Sorry - the environment has a mix of Solaris 8, Tru64 v5.1A/B and Windows 2000
boxes all sharing various drives in the same library across a fibre channel
(Brocade) SAN. All drives are connected to ADIC SNC5000 scsi-fibre bridges,
which are then connected to the SAN. The Server is a Tru64 v5.1B system.
I don't think resets are the problem as I'd be seeing errors in the system logs
if that were the case. Legato seem to think that some other application is
overwriting the head of the tape, but if that were the case then I don't think
I'd be able to pull a partial label from the header of the tape.
Cheers,
John
-----Original Message-----
From: Mark Bradshaw (BTOpenWorld) [mailto:notthehoople AT BTOPENWORLD
DOT COM]
Sent: Wed 21/01/2004 7:32 AM
To: NETWORKER AT LISTMAIL.TEMPLE DOT EDU
Cc:
Subject: Re: [Networker] SDLT320 unreadable tapes
Hi John,
I'm a bit confused here. Your scanner shows you are using /dev/rmt/0cbn
as a
remote device on a Storage Node but you don't mention this in your
environment. Is /dev/rmt/0cbn the problem device and if so are you
running
scanner on a Solaris Storage Node?
Ah - looking a bit closer the prompt you are running scanner on is
'osun5680' so I guess it is a Solaris box. Can you flesh out your
environment for us please?
Also could it be that you are sharing SDLT drives between Solaris and
Tru64
in a SAN and are maybe suffering from SCSI resets?
Some random thoughts!
Cheers
Mark
> nah - I'm using /dev/ntape/tape#_d1 which is the non-rewind device.
If that
> was it then all tapes would be affected.
>
> Also - a weird thing is that the sus tapes will mount fine and accept
backups
> fine, but as soon as you remove them from the media db (or try to do a
> restore), then you're unable to read the header information on the
tape.
>
> -----Original Message-----
> From: Davina Treiber [mailto:Treiber AT hotpop DOT com]
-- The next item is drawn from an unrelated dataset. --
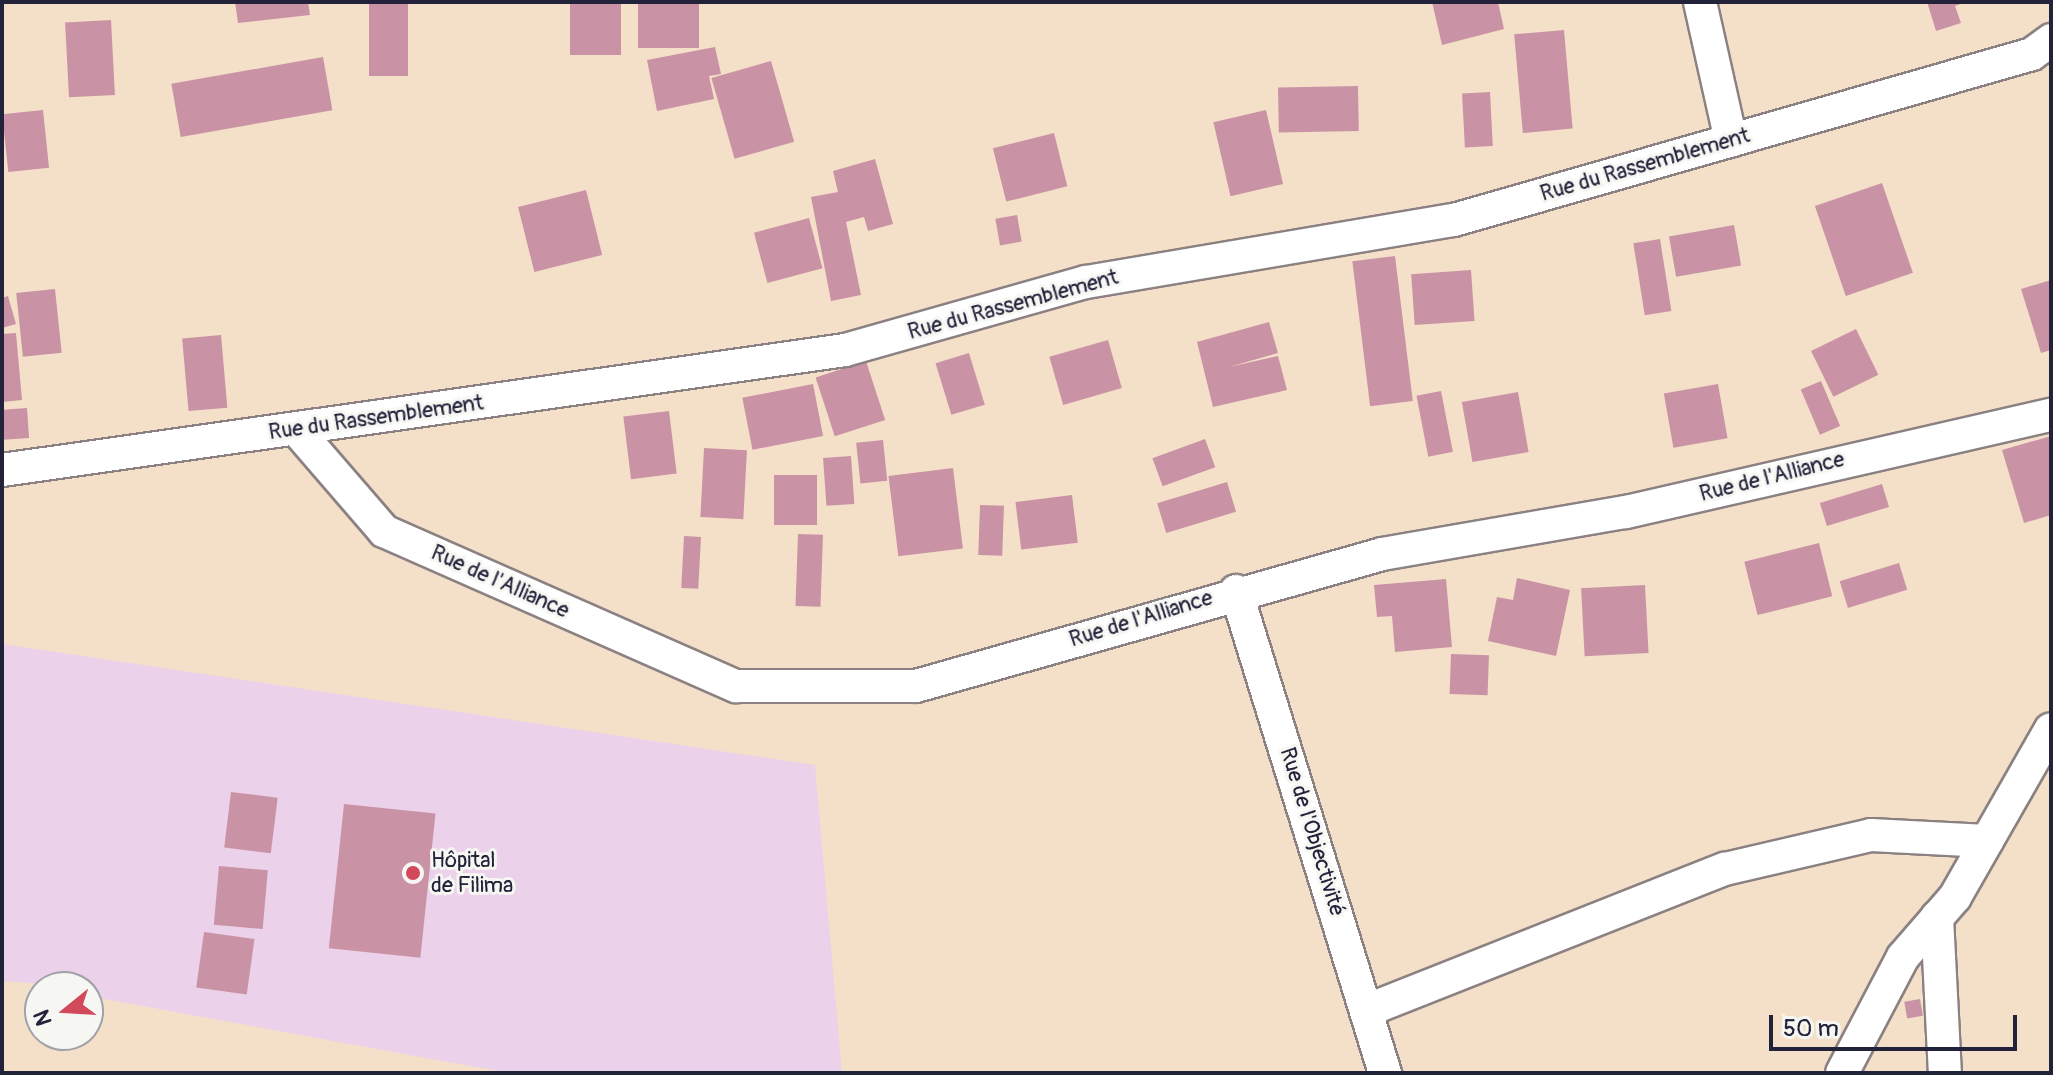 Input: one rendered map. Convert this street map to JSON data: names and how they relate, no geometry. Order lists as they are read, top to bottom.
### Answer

> Sent: Mon 19/01/2004 6:53 PM
> To: Legato NetWorker discussion; John Herlihy
> Cc:
> Subject: Re: [Networker] SDLT320 unreadable tapes
>
>
>
> I haven't worked with Tru64 for a while so the device naming
conventions
> aren't fresh in my mind, but is it possible that in some way you are
> using rewind devices? That would account for the abnormally high
amounts
> of data written to some volumes, and could also account for the
> corruption you are seeing. Of course if this is the case it's bad news
> in terms of recovering your data. Just a thought...
>
> John Herlihy wrote:
>> Hi,
>>
>> sorry for the length of this email, but figured I'd chuck all the
info
>> in there now - I am seeing an issue where it looks like the Networker
>> headers on the tape are incomplete.
>>
>> This is the environment:
>> Tru64 v5.1A
>> Networker Power Edition v6.1.3
>> SDLT320 drives
>>
>> When trying to use "scanner -i <device>" to scan a tape back in it:
>> 1 - prompts for you to enter in the name of the volume.
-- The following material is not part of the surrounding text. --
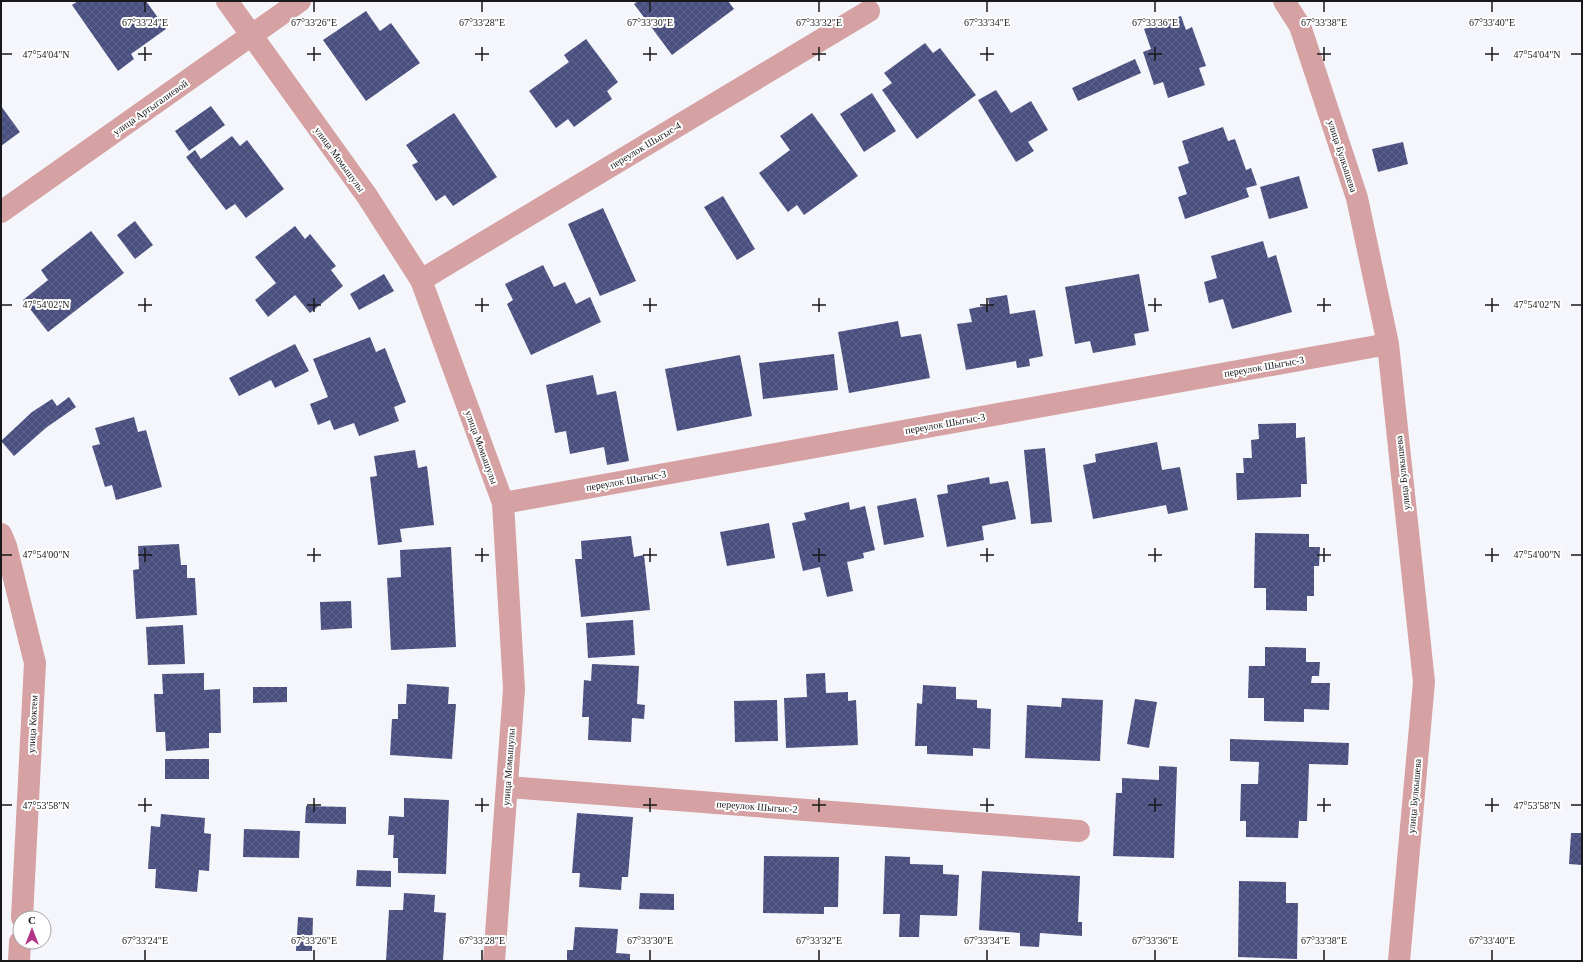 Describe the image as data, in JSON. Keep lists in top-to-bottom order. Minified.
{"streets":{"street":["улица Артыгалиевой","переулок Шыгыс-4","улица Булкышева","улица Момышулы","переулок Шыгыс-3","улица Коктем","переулок Шыгыс-2"]},"crossings":[["улица Артыгалиевой","улица Момышулы"],["переулок Шыгыс-4","улица Момышулы"],["улица Булкышева","переулок Шыгыс-3"],["улица Момышулы","переулок Шыгыс-3"],["улица Момышулы","переулок Шыгыс-2"]],"north":"top","coordinates":["67°33'24\"E","67°33'26\"E","67°33'28\"E","67°33'30\"E","67°33'32\"E","67°33'34\"E","67°33'36\"E","67°33'38\"E","67°33'40\"E","47°54'04\"N","47°54'02\"N","47°54'00\"N","47°53'58\"N"]}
>> 2 - complains that there is no pool named `'
>> 3 - fails in a short amount of time (ie about 5-10 secs)
>>
>> Here is the scanner output:
>> =================================================
>> osun5680[/]# scanner -s nsr01 -vim /dev/rmt/0cbn
>> scanner: using 'rd=server1:/dev/rmt/0cbn' as the device name
>> scanner: Opened /dev/rmt/0cbn for read
>> scanner: Rewinding...
>> scanner: Rewinding done
>> scanner: Reading the label...
>> scanner: Reading the label done
>> scanner: SYSTEM error: Tape label read: Bad file number
>> scanner: SYSTEM error: Tape label read: Bad file number
>> scanner: scanning for valid records...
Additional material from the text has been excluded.